Looking for plans for a router table sled


----------



## xplorx4 (Dec 1, 2008)

Greetings John and welcome to the router forum.


----------



## Dr.Zook (Sep 10, 2004)

Welcome to the RouterForums John.


----------



## dirkost (Jul 8, 2009)

Hi Ho John: I assume what you want is a Cope Cutting Sled. There are several commercial units available from about $60 to $120, but there are plans in the July 2009 issue of Wood Magazine for building your own on pg. 32. I haven't tried this, but there is a note that says more FREE plans at woodmagazine.com/freeplans. If you can't get the magazine or plans from the web give me a shout and I'll get them to you one way or another.

Dirk


----------



## dirkost (Jul 8, 2009)

Hi Ho: Well, I'll try again (I think my reply got lost). I assume you want a Cope Cutting Sled. You can buy commercial units from about $45 to $120, but if you want to build your own there are plans in the July 2009 issue of Wood Magazine, pg. 32. Try the web site woodmagazine.com/freeplans. If this doesn't work, or you can't get the magazine, let me know and I'll get them to you one way or another.

Dirk


----------



## dirkost (Jul 8, 2009)

Hi Ho: Whoops, I just noticed the web rules require moderator approval, so I guess you will get two posts plus this one if all are approved.

Dirk


----------



## ebill (Jan 17, 2009)

dirko said:


> Hi Ho John: I assume what you want is a Cope Cutting Sled. There are several commercial units available from about $60 to $120.....


- lots of information on this site too. Do a quick search on coping sleds and you get quite a few posts with pictures and discussions. 

- I shamelessly made mine just like the Rockler sled with a handle/clamp and knob from Woodcraft some MDF and a few bolts and screws from the 'mystery can' on the workbench. 

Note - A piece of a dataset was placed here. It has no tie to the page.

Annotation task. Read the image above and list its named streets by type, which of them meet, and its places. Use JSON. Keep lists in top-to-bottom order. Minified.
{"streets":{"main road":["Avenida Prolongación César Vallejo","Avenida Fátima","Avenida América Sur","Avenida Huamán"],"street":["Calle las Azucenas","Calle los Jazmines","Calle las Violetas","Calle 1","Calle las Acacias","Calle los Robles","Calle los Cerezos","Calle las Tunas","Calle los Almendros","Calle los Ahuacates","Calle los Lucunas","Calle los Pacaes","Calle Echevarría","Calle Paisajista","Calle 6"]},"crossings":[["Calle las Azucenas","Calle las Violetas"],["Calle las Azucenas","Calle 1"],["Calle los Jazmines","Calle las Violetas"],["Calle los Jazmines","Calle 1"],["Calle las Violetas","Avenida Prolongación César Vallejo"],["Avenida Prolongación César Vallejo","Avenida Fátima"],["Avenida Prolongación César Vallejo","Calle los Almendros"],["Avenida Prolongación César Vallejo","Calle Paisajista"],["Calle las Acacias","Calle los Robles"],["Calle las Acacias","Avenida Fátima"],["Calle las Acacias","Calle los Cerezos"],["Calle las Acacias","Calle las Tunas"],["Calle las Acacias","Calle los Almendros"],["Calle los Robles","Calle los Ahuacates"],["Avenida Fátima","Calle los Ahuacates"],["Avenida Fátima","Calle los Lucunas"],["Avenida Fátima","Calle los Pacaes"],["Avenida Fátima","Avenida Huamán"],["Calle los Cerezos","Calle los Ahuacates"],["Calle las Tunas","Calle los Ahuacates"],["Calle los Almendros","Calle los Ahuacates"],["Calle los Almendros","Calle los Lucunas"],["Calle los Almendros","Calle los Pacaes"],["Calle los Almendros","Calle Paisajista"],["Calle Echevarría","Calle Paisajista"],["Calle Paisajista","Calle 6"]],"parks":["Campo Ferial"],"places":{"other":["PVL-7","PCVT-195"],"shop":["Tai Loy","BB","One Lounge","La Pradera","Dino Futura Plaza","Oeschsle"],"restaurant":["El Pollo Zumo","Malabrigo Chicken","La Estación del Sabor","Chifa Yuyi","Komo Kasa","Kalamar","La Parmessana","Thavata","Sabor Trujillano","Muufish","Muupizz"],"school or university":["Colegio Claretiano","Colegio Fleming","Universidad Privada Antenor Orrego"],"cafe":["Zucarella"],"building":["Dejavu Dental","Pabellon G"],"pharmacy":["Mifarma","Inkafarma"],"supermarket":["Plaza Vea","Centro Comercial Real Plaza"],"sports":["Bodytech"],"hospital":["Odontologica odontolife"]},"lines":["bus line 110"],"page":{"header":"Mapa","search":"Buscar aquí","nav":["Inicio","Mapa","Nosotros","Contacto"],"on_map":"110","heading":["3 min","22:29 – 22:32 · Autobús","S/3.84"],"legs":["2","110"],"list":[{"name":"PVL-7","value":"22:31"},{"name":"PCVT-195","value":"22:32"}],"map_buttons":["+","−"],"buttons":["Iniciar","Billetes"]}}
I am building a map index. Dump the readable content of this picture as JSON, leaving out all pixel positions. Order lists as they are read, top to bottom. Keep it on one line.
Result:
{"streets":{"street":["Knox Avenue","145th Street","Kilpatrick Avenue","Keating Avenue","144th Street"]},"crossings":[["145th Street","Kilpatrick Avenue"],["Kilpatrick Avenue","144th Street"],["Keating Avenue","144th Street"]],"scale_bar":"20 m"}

- it works a treat too. Build one, you will be glad you did.


- ebill


----------



## JWCat78006 (Jul 13, 2009)

ebill said:


> - lots of information on this site too. Do a quick search on coping sleds and you get quite a few posts with pictures and discussions.
> 
> - I shamelessly made mine just like the Rockler sled with a handle/clamp and knob from Woodcraft some MDF and a few bolts and screws from the 'mystery can' on the workbench.
> 
> ...


Thanks for the info. I think I'm going to do something very similiar. Problem is I'm working with a vertical panel bit and can't - or don't have any more adjustment on the router to clear a 1/2" mdf. I'm using a plunge router on my Craftsman Industrial Router Table. This doesn't seem to be a good setup since it's almost impossible to set the bit height correctly -- and easily. Looks like I'm going to have to shop around for a routerr and table that will be easier to work with.


----------



## bobj3 (Jan 17, 2006)

Hi John

If you're working with vertical panel bits you don't need a sled you just need to make a quick jig to do it safe and easy like below 

But if you want to have and use a coping sled make the base out of 1/4" thick plastic ..

======



JWCat78006 said:


> Thanks for the info. I think I'm going to do something very similiar. Problem is I'm working with a vertical panel bit and can't - or don't have any more adjustment on the router to clear a 1/2" mdf. I'm using a plunge router on my Craftsman Industrial Router Table. This doesn't seem to be a good setup since it's almost impossible to set the bit height correctly -- and easily. Looks like I'm going to have to shop around for a routerr and table that will be easier to work with.


----------



## Pfender (Aug 20, 2011)

*Thanks.*



dirko said:


> Hi Ho John: I assume what you want is a Cope Cutting Sled. There are several commercial units available from about $60 to $120, but there are plans in the July 2009 issue of Wood Magazine for building your own on pg. 32. I haven't tried this, but there is a note that says more FREE plans at woodmagazine.com/freeplans. If you can't get the magazine or plans from the web give me a shout and I'll get them to you one way or another.
> 
> Dirk


I'll let you know. Thanks again. John


----------